Implementing Machine Learning Classifiers using Scikit-Learn

Tech May 11 3

Visualizing Decision Boundaries

Generating a meshgrid over the feature space allows for the visualization of how a classifier partitions the data. The following function maps predictions across a dense grid and overlays the true data points.

import numpy as np
import matplotlib.pyplot as plt
import matplotlib.colors as mcolors

def plot_decision_boundaries(estimator, feat_df, target_series):
    grid_resolution = 500
    f1_min, f2_min = feat_df.min(axis=0)
    f1_max, f2_max = feat_df.max(axis=0)
    
    xx_lin = np.linspace(f1_min, f1_max, grid_resolution)
    yy_lin = np.linspace(f2_min, f2_max, grid_resolution)
    xx_grid, yy_grid = np.meshgrid(xx_lin, yy_lin)
    
    grid_points = np.c_[xx_grid.ravel(), yy_grid.ravel()]
    zz_pred = estimator.predict(grid_points)
    zz_grid = zz_pred.reshape(xx_grid.shape)
    
    light_cmap = mcolors.ListedColormap(['#77DD77', '#FF6961', '#AEC6CF'])
    dark_cmap = mcolors.ListedColormap(['green', 'red', 'blue'])
    
    plt.figure(figsize=(10, 6))
    plt.pcolormesh(xx_lin, yy_lin, zz_grid, cmap=light_cmap, shading='auto')
    
    plt.scatter(feat_df.iloc[:, 0], feat_df.iloc[:, 1], c=target_series, cmap=dark_cmap, edgecolor='black', s=40)
    plt.xlabel(feat_df.columns[0])
    plt.ylabel(feat_df.columns[1])
    
    unique_classes = np.unique(target_series)
    for cls in unique_classes:
        plt.scatter([], [], c=dark_cmap(cls), label=f'Class {cls}')
    plt.legend()
    plt.show()

Naive Bayes

Naive Bayes classifiers rely on Bayes' theorem with the assumption of conditional independence between every pair of features.

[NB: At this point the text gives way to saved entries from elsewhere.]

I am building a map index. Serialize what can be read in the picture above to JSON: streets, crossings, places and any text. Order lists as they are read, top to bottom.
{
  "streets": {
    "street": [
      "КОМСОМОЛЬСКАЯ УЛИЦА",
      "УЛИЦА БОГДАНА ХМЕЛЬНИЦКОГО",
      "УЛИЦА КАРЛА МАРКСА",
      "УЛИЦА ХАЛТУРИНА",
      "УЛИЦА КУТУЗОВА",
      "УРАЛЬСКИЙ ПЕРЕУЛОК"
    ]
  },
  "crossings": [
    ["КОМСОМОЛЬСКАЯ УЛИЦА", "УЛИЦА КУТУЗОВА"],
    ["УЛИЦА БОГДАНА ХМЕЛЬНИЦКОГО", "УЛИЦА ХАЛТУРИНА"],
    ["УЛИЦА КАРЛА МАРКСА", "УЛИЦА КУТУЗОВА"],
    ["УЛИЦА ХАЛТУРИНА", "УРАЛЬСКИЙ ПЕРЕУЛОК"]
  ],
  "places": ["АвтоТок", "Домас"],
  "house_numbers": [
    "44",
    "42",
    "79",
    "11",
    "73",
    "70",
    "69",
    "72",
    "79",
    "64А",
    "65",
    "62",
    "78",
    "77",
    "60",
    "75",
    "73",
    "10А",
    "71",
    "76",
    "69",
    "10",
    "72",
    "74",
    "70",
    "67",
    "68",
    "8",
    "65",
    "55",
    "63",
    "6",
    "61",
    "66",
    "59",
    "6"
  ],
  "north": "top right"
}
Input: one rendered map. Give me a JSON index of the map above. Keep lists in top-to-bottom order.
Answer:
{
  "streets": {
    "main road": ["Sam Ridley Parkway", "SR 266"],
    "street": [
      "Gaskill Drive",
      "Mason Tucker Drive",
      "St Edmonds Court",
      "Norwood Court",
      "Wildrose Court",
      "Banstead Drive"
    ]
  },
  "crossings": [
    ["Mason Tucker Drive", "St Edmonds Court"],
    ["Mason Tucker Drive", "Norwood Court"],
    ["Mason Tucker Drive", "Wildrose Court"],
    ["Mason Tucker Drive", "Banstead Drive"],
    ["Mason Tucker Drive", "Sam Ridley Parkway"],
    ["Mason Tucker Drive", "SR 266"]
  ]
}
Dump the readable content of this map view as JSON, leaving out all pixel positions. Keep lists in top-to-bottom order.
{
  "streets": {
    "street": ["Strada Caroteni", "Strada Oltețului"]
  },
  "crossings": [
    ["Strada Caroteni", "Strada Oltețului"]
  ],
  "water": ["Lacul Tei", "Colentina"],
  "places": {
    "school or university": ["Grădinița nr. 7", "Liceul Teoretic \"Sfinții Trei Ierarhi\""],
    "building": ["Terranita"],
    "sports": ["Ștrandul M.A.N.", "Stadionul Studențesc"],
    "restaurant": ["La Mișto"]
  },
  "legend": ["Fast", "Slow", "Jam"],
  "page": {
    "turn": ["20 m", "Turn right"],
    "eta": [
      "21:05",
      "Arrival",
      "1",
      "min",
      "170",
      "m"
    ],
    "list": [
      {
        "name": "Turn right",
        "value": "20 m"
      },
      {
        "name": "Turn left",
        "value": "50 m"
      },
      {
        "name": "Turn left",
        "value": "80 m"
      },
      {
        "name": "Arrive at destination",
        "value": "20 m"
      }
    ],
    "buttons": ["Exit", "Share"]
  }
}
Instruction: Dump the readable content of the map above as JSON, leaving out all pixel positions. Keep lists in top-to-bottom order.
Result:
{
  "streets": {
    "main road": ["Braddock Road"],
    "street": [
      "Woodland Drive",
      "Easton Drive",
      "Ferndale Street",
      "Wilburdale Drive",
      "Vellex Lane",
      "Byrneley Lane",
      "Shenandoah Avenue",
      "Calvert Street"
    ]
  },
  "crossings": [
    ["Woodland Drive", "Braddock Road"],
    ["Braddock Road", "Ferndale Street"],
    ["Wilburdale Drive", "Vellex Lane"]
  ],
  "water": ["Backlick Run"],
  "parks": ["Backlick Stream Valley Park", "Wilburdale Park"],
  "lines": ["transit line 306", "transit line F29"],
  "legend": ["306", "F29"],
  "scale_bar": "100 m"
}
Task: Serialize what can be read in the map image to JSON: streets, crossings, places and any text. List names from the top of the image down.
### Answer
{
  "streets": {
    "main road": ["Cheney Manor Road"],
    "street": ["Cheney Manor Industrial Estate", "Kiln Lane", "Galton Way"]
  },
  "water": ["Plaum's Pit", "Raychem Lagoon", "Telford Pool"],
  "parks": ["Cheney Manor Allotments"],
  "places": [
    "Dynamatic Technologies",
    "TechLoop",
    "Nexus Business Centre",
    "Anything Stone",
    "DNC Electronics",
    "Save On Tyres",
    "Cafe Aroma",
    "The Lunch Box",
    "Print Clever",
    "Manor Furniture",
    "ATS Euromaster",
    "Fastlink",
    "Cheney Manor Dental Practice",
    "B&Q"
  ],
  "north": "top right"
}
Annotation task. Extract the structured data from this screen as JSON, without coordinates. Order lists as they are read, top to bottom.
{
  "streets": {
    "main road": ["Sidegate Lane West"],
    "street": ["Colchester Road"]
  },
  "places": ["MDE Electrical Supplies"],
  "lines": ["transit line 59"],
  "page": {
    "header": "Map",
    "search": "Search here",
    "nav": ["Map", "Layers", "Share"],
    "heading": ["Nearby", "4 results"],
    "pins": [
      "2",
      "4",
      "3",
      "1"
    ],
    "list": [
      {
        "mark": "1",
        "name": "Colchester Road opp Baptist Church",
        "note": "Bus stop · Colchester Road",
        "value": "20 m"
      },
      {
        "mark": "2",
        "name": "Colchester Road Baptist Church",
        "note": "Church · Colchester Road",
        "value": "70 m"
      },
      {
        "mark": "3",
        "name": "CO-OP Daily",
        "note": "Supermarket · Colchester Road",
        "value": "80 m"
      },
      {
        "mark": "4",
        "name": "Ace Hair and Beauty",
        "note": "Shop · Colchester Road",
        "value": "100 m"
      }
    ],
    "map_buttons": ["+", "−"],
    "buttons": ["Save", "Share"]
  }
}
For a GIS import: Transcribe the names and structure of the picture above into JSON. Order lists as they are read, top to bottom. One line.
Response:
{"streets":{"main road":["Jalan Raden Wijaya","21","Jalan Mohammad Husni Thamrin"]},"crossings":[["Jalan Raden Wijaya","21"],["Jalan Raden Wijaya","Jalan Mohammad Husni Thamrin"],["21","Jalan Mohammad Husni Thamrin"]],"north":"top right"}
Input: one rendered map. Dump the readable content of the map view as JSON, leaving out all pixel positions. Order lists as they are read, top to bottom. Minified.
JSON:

They calculate the probability of each class given the feature values and select the class with the maximum posterior probability.

from sklearn.naive_bayes import GaussianNB

nb_model = GaussianNB()
nb_model.fit(X_train, y_train)
nb_predictions = nb_model.predict(X_test)
nb_accuracy = nb_model.score(X_test, y_test)
print(f"Accuracy: {nb_accuracy:.2%}")
plot_decision_boundaries(nb_model, X_train_df, y_train_series)

Decision Trees

The CART algorithm recursively partitions the feature space into subsets that are as pure as possible regarding the target variable, using feature thresholds to split the data at each node.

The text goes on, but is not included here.